**Brief:** The records below must be duplicated exactly, character for character.

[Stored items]
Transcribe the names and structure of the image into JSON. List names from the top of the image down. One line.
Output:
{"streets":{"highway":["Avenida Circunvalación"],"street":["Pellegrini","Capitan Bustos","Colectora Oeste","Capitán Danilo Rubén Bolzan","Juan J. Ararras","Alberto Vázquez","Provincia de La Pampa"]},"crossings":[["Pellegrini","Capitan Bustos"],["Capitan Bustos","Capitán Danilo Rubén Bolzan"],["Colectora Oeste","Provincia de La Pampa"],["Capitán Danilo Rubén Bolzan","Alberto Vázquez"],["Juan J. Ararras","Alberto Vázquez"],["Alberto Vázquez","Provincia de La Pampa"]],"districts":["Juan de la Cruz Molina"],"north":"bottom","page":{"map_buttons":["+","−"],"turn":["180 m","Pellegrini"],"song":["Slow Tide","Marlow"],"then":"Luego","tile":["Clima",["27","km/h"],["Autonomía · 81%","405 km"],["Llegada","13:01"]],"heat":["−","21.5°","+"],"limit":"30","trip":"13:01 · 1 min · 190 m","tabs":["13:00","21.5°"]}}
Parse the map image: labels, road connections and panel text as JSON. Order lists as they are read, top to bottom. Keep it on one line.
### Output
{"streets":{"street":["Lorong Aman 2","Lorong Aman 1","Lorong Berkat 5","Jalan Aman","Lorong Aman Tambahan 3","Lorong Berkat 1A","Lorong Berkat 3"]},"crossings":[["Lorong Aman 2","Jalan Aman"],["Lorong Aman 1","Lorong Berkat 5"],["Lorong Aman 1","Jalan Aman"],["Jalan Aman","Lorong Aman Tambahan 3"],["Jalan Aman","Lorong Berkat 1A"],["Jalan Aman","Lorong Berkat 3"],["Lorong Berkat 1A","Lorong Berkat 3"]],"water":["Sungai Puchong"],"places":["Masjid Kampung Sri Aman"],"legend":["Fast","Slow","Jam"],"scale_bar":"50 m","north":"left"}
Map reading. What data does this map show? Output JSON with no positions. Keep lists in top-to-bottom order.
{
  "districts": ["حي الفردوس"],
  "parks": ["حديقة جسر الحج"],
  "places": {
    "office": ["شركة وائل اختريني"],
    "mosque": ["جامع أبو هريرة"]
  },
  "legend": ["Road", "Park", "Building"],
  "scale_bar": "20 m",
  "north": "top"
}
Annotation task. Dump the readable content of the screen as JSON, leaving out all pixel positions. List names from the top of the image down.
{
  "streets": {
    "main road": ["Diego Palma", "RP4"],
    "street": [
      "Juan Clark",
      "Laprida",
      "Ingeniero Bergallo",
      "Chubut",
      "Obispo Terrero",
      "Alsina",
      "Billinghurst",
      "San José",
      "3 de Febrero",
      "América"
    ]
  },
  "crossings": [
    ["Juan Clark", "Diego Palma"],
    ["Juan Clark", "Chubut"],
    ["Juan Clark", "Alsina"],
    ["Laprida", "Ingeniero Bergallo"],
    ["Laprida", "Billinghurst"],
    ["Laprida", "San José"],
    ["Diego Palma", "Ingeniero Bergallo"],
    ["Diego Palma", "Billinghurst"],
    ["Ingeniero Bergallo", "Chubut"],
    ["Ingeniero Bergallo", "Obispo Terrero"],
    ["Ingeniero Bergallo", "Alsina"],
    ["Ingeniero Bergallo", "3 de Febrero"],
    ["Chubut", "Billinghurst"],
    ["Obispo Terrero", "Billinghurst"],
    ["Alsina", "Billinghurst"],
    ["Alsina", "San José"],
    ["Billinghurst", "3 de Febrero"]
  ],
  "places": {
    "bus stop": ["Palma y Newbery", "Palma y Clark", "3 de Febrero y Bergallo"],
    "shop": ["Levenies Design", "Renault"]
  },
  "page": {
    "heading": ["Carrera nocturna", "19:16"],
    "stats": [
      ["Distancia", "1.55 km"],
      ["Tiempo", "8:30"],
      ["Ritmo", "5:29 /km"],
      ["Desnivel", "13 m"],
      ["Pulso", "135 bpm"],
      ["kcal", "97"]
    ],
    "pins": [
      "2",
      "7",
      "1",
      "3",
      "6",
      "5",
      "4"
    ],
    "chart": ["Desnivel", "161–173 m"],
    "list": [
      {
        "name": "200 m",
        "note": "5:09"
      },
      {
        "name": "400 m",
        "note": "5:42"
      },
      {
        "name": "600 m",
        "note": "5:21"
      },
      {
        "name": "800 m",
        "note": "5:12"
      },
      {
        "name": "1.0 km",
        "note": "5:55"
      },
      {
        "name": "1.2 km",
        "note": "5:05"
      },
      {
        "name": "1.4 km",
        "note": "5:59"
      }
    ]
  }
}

**Solution to the exercise:**
Transcribe the names and structure of the image into JSON. List names from the top of the image down. One line.
Output:
{"streets":{"highway":["Avenida Circunvalación"],"street":["Pellegrini","Capitan Bustos","Colectora Oeste","Capitán Danilo Rubén Bolzan","Juan J. Ararras","Alberto Vázquez","Provincia de La Pampa"]},"crossings":[["Pellegrini","Capitan Bustos"],["Capitan Bustos","Capitán Danilo Rubén Bolzan"],["Colectora Oeste","Provincia de La Pampa"],["Capitán Danilo Rubén Bolzan","Alberto Vázquez"],["Juan J. Ararras","Alberto Vázquez"],["Alberto Vázquez","Provincia de La Pampa"]],"districts":["Juan de la Cruz Molina"],"north":"bottom","page":{"map_buttons":["+","−"],"turn":["180 m","Pellegrini"],"song":["Slow Tide","Marlow"],"then":"Luego","tile":["Clima",["27","km/h"],["Autonomía · 81%","405 km"],["Llegada","13:01"]],"heat":["−","21.5°","+"],"limit":"30","trip":"13:01 · 1 min · 190 m","tabs":["13:00","21.5°"]}}
Parse the map image: labels, road connections and panel text as JSON. Order lists as they are read, top to bottom. Keep it on one line.
### Output
{"streets":{"street":["Lorong Aman 2","Lorong Aman 1","Lorong Berkat 5","Jalan Aman","Lorong Aman Tambahan 3","Lorong Berkat 1A","Lorong Berkat 3"]},"crossings":[["Lorong Aman 2","Jalan Aman"],["Lorong Aman 1","Lorong Berkat 5"],["Lorong Aman 1","Jalan Aman"],["Jalan Aman","Lorong Aman Tambahan 3"],["Jalan Aman","Lorong Berkat 1A"],["Jalan Aman","Lorong Berkat 3"],["Lorong Berkat 1A","Lorong Berkat 3"]],"water":["Sungai Puchong"],"places":["Masjid Kampung Sri Aman"],"legend":["Fast","Slow","Jam"],"scale_bar":"50 m","north":"left"}
Map reading. What data does this map show? Output JSON with no positions. Keep lists in top-to-bottom order.
{
  "districts": ["حي الفردوس"],
  "parks": ["حديقة جسر الحج"],
  "places": {
    "office": ["شركة وائل اختريني"],
    "mosque": ["جامع أبو هريرة"]
  },
  "legend": ["Road", "Park", "Building"],
  "scale_bar": "20 m",
  "north": "top"
}
Annotation task. Dump the readable content of the screen as JSON, leaving out all pixel positions. List names from the top of the image down.
{
  "streets": {
    "main road": ["Diego Palma", "RP4"],
    "street": [
      "Juan Clark",
      "Laprida",
      "Ingeniero Bergallo",
      "Chubut",
      "Obispo Terrero",
      "Alsina",
      "Billinghurst",
      "San José",
      "3 de Febrero",
      "América"
    ]
  },
  "crossings": [
    ["Juan Clark", "Diego Palma"],
    ["Juan Clark", "Chubut"],
    ["Juan Clark", "Alsina"],
    ["Laprida", "Ingeniero Bergallo"],
    ["Laprida", "Billinghurst"],
    ["Laprida", "San José"],
    ["Diego Palma", "Ingeniero Bergallo"],
    ["Diego Palma", "Billinghurst"],
    ["Ingeniero Bergallo", "Chubut"],
    ["Ingeniero Bergallo", "Obispo Terrero"],
    ["Ingeniero Bergallo", "Alsina"],
    ["Ingeniero Bergallo", "3 de Febrero"],
    ["Chubut", "Billinghurst"],
    ["Obispo Terrero", "Billinghurst"],
    ["Alsina", "Billinghurst"],
    ["Alsina", "San José"],
    ["Billinghurst", "3 de Febrero"]
  ],
  "places": {
    "bus stop": ["Palma y Newbery", "Palma y Clark", "3 de Febrero y Bergallo"],
    "shop": ["Levenies Design", "Renault"]
  },
  "page": {
    "heading": ["Carrera nocturna", "19:16"],
    "stats": [
      ["Distancia", "1.55 km"],
      ["Tiempo", "8:30"],
      ["Ritmo", "5:29 /km"],
      ["Desnivel", "13 m"],
      ["Pulso", "135 bpm"],
      ["kcal", "97"]
    ],
    "pins": [
      "2",
      "7",
      "1",
      "3",
      "6",
      "5",
      "4"
    ],
    "chart": ["Desnivel", "161–173 m"],
    "list": [
      {
        "name": "200 m",
        "note": "5:09"
      },
      {
        "name": "400 m",
        "note": "5:42"
      },
      {
        "name": "600 m",
        "note": "5:21"
      },
      {
        "name": "800 m",
        "note": "5:12"
      },
      {
        "name": "1.0 km",
        "note": "5:55"
      },
      {
        "name": "1.2 km",
        "note": "5:05"
      },
      {
        "name": "1.4 km",
        "note": "5:59"
      }
    ]
  }
}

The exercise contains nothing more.